As a pastor, one of the most challenging things to do is to observe the Sabbath. The command to do so is one of the top ten ordinances written by God’s hand to the people. Ancient communities took people outside of the city walls and stoned offenders for not taking the time instructed by the Creator. That is how serious honoring Sabbath is to God and the people. The time offers us a break to move from the mundane into a time of special attention to rest in God’s arms. Psalm 23 reminds us that He leads us beside still waters. The Holy leads us to a place of quiet.
One of the things with which parishioners struggle is understanding that Sunday is usually not a pastor’s Sabbath. Clergy work on what others perceive as a day of rest. Faithful adherence to maintaining a particular time must occur some other day. We must remain diligent in seeking out time that pulls into close relations with God. We must observe a day of rest and renewal, a chance to refuel our spiritual tank.

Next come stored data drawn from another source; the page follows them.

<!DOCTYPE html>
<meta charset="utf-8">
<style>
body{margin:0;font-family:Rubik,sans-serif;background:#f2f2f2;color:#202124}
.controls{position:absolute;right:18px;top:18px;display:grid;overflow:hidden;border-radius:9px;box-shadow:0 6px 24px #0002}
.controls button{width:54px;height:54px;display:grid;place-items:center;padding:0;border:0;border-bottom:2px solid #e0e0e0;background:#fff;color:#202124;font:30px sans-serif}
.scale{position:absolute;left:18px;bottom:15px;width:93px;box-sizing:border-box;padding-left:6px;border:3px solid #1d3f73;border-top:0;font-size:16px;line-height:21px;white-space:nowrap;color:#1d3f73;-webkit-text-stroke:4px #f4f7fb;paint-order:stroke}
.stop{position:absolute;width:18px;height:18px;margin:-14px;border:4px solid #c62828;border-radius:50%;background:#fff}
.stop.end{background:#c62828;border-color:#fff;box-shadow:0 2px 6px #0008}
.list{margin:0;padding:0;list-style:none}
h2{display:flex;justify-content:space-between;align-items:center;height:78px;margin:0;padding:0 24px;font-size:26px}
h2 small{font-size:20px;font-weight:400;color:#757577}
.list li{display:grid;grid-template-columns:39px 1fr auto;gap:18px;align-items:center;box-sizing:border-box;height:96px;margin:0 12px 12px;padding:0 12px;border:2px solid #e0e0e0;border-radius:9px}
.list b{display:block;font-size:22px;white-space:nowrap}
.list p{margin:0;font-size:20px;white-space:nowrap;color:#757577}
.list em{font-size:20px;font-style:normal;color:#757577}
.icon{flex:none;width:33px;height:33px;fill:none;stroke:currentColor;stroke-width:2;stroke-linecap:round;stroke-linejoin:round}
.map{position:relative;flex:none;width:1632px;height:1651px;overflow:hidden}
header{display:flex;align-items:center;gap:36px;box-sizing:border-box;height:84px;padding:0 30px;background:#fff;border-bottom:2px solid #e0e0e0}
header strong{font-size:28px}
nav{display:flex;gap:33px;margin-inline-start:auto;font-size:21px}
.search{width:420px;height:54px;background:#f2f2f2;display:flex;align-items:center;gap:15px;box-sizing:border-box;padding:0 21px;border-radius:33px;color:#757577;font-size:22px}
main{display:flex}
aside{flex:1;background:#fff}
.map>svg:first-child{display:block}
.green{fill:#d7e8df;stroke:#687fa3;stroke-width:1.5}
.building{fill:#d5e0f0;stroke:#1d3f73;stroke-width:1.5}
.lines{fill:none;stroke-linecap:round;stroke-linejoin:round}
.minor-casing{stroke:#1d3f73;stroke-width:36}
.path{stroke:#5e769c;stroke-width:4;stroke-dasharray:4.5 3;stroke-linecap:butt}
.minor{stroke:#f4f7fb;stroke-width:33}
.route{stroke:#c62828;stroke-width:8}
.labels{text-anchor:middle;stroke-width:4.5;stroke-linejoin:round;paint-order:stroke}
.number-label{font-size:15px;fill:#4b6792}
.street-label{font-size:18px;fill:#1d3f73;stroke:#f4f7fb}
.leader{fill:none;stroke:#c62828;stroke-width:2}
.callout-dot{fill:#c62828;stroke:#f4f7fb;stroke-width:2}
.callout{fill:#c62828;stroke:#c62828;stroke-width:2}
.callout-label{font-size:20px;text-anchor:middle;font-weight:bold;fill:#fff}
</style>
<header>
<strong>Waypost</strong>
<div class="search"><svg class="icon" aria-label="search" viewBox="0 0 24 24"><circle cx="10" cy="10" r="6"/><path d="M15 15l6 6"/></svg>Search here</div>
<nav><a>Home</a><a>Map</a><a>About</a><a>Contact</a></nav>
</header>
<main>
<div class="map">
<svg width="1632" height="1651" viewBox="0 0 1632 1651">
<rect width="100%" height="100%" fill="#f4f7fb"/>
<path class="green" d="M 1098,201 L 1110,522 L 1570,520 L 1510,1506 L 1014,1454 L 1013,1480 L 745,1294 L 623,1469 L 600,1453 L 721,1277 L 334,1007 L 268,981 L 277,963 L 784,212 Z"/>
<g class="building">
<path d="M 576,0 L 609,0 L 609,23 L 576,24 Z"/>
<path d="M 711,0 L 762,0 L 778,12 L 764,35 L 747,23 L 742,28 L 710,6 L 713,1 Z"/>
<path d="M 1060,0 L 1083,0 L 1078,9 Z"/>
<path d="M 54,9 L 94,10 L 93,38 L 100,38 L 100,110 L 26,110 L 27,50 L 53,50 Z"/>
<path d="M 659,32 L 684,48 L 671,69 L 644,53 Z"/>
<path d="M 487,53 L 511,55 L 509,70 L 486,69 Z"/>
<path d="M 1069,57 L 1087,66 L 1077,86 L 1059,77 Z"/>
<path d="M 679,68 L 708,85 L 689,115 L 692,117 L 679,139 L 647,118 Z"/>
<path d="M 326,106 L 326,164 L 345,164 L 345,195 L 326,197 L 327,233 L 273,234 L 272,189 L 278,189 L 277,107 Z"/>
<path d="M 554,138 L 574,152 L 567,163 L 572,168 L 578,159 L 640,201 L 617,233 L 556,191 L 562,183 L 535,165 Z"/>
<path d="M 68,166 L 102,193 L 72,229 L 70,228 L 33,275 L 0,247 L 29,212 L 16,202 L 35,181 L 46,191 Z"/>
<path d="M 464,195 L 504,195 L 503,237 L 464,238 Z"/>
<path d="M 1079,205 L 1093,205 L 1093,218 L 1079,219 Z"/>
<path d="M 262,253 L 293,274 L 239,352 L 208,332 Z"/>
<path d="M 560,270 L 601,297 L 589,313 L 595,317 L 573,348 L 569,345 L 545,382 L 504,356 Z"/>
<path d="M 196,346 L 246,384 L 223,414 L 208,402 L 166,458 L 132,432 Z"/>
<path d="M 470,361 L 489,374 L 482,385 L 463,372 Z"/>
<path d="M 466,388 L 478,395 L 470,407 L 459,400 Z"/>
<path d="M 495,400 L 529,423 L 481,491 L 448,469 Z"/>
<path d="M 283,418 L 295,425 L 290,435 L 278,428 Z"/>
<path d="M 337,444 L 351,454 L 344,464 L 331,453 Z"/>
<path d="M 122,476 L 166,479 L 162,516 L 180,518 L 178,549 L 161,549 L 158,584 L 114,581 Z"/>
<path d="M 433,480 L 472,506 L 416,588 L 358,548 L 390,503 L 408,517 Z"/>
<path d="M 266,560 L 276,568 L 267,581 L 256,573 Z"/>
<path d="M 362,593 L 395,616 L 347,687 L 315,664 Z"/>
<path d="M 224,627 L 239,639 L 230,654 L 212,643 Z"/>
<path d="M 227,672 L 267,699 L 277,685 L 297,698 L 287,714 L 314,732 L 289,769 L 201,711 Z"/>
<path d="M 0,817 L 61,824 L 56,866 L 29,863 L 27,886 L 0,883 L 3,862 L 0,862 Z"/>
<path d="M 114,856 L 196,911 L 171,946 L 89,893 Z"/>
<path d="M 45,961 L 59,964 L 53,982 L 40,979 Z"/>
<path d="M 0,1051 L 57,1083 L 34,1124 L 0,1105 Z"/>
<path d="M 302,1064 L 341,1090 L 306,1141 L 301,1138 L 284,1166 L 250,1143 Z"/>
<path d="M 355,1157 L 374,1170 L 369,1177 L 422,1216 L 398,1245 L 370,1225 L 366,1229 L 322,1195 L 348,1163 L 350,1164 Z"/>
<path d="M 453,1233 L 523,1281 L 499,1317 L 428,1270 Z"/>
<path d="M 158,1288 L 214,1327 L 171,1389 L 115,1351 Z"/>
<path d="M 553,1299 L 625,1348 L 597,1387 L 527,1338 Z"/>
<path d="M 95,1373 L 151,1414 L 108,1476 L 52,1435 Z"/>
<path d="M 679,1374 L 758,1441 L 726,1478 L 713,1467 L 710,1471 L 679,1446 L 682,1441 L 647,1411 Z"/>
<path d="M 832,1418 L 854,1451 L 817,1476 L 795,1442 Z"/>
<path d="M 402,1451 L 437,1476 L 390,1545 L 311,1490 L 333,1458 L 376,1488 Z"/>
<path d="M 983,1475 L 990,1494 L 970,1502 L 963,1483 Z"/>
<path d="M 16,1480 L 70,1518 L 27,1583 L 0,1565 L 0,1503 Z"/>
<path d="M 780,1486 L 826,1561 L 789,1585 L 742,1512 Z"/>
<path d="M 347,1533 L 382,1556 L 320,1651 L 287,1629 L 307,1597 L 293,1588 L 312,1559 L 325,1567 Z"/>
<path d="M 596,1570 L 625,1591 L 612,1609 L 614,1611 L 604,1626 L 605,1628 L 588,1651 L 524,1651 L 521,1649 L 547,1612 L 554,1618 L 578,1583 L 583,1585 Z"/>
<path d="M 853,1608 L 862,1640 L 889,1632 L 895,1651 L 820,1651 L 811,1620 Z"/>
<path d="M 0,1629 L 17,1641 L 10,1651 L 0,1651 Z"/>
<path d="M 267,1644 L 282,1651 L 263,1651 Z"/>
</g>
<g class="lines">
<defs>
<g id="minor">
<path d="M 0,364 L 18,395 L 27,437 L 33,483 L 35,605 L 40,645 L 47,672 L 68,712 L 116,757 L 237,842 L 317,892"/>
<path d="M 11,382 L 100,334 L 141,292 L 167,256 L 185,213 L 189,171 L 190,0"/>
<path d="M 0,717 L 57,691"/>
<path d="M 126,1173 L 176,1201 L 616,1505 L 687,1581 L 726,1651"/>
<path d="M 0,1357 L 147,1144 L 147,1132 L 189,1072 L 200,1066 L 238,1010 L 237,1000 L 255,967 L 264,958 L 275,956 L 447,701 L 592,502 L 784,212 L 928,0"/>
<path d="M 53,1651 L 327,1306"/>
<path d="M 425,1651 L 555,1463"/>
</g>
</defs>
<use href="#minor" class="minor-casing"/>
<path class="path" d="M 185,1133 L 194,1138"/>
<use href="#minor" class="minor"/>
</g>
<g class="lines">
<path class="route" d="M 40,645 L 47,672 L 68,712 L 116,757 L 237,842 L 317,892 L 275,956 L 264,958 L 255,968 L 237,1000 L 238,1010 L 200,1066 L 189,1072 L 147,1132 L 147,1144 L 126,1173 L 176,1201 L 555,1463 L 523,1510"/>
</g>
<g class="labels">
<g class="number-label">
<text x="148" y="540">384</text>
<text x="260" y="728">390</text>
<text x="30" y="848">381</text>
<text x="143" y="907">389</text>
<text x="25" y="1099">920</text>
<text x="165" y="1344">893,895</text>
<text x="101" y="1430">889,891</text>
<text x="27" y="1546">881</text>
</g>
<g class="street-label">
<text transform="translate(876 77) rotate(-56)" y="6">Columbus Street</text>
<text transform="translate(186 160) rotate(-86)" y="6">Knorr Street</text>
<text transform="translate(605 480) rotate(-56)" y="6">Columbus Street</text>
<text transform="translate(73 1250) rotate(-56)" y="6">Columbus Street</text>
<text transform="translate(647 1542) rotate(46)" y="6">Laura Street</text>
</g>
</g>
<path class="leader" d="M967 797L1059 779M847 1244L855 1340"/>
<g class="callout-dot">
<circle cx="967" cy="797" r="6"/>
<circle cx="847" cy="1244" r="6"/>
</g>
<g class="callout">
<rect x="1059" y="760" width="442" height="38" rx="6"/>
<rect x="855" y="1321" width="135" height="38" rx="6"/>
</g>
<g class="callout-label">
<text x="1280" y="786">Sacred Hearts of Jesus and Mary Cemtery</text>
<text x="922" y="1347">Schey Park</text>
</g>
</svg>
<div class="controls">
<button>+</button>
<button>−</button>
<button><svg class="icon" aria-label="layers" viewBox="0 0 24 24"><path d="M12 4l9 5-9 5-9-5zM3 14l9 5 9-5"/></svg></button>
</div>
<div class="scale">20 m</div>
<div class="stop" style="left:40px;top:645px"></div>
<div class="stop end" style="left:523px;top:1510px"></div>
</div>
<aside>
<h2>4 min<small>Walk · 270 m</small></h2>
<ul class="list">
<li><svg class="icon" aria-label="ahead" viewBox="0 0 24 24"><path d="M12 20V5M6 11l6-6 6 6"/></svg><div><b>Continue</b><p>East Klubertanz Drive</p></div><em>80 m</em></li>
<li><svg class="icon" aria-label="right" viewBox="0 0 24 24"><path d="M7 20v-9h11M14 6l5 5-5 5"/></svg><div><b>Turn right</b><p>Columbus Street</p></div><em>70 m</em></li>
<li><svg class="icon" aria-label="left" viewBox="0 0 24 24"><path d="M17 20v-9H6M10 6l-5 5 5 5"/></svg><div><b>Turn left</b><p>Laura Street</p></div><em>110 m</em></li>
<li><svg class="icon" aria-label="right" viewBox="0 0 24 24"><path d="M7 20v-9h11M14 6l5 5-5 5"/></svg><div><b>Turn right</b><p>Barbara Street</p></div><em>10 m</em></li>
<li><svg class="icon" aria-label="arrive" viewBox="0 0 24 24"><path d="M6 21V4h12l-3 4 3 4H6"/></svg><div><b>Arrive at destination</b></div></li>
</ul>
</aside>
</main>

We must define what it means to take time to grow closer to God. It is not catching up on chores around the house or any other honey-dos. True Sabbath means opening ourselves up to the possibilities of hope and rest, all in the presence of the Holy One. In other words, are there things that you do that bring you joy? For me, I love to put together puzzles. I find peace and a sense of quietness in my spirit. I reflect on all kinds of things, but eventually, I realize that I rest beside still waters. I do not know what brings you closer to God, but whatever it is, follow it with your whole heart.